(Beginning of Records to use)

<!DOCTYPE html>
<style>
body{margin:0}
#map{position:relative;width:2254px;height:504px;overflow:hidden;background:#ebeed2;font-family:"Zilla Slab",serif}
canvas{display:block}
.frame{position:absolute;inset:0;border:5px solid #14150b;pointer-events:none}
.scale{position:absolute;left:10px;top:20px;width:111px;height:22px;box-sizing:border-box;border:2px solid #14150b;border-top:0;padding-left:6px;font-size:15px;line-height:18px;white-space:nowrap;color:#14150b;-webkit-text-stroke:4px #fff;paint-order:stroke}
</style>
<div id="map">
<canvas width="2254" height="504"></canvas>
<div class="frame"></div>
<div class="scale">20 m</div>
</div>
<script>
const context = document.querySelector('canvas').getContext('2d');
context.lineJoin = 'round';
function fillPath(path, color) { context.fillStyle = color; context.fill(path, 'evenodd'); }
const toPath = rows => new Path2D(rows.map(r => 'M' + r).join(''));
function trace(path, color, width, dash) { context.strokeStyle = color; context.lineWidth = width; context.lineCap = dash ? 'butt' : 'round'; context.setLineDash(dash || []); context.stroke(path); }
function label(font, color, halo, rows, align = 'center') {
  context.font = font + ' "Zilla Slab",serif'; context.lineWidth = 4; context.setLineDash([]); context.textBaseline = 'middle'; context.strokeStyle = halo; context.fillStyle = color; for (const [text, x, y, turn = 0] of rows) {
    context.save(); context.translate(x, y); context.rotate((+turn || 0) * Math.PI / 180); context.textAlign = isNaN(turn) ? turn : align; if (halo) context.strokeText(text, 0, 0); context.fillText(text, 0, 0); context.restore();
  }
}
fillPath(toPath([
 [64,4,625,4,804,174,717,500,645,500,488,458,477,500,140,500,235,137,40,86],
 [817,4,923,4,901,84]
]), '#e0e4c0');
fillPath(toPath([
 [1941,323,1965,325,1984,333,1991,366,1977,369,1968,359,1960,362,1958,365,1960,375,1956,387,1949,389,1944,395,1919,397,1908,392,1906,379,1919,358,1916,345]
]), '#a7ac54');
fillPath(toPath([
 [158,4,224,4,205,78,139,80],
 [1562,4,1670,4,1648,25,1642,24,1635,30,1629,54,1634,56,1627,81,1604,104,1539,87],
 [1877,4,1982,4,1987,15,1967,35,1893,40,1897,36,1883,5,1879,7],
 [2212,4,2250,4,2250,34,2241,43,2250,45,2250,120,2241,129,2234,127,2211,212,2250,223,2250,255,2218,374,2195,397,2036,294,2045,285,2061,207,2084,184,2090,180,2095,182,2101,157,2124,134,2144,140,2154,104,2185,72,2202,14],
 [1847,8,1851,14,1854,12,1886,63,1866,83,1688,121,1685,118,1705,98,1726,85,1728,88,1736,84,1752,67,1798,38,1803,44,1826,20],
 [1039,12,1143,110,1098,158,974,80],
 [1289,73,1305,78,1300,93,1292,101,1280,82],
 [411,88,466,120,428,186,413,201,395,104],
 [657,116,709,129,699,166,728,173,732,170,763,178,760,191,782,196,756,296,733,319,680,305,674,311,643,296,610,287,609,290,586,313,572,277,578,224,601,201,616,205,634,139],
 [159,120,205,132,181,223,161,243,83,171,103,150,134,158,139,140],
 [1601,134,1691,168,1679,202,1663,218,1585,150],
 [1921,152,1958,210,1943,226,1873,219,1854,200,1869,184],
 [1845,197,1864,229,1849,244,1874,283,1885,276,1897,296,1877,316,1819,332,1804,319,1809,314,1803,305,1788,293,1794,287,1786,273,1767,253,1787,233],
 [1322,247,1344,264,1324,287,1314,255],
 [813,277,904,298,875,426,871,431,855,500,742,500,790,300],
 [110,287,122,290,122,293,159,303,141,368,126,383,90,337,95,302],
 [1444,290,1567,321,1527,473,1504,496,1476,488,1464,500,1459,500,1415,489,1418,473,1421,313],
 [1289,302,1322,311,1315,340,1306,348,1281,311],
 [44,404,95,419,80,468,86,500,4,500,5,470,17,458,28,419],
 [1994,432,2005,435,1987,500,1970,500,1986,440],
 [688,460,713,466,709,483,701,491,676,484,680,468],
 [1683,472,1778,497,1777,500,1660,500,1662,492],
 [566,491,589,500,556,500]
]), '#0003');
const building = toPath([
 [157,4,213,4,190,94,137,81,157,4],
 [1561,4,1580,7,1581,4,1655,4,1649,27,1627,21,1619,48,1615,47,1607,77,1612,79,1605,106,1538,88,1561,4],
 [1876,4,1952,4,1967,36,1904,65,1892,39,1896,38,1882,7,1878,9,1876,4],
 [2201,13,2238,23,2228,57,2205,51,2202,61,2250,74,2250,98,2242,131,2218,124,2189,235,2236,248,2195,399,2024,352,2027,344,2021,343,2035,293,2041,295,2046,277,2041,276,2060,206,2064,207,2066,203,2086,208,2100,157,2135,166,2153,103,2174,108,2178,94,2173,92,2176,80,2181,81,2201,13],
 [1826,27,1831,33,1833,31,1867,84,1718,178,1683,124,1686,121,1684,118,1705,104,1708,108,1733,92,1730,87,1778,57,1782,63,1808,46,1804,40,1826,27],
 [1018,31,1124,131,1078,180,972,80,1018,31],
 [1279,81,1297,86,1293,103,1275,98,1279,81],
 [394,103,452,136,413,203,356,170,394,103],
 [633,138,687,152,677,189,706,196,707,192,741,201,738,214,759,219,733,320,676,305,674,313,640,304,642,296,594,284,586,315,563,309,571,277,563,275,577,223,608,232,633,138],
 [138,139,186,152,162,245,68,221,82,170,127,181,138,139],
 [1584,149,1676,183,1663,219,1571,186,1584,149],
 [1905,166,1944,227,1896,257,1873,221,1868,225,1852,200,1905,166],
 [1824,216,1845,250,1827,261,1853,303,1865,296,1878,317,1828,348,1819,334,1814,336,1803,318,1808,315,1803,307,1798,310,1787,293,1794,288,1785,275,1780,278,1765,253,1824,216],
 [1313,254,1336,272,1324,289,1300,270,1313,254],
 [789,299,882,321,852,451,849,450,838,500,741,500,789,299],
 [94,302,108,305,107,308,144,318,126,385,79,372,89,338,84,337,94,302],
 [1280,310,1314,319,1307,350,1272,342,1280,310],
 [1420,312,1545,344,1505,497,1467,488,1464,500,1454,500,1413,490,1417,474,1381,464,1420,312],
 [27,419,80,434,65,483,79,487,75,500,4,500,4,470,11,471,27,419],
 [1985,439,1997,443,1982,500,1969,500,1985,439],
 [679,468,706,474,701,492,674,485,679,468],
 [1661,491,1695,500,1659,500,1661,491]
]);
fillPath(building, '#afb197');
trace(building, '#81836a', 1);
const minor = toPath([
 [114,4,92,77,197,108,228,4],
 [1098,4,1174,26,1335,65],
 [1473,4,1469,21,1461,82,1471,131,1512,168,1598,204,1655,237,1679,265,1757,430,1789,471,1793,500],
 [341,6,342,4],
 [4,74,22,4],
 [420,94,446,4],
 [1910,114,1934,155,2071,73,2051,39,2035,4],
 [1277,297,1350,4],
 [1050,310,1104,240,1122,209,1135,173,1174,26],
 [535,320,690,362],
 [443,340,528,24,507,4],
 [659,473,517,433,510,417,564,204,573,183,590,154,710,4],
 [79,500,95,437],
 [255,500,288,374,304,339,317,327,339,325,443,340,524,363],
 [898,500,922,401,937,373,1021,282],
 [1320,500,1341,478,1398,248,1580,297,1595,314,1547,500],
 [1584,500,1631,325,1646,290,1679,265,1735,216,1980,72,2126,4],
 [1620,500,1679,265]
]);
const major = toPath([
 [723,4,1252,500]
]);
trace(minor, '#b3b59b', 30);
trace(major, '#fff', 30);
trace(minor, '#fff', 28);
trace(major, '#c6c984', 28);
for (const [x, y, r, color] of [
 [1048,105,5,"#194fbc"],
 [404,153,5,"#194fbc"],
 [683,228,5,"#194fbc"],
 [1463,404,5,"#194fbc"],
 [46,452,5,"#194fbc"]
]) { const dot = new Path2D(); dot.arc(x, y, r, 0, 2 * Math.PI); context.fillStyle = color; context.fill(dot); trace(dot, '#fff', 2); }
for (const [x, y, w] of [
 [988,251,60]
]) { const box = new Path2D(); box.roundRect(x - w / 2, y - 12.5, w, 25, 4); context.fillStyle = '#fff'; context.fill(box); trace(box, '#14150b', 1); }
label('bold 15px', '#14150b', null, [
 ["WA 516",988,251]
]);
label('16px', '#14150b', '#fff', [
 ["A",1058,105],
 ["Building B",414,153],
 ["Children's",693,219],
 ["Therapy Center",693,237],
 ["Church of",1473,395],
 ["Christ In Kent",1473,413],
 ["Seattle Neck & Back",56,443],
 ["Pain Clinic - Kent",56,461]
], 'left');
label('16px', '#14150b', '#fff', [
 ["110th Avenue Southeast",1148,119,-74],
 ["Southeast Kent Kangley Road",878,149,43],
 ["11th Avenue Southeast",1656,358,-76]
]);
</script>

(End of Records to use)

The task:
Give the count of lines above that include the word "canvas", stating no other information.

Answer to this task:
3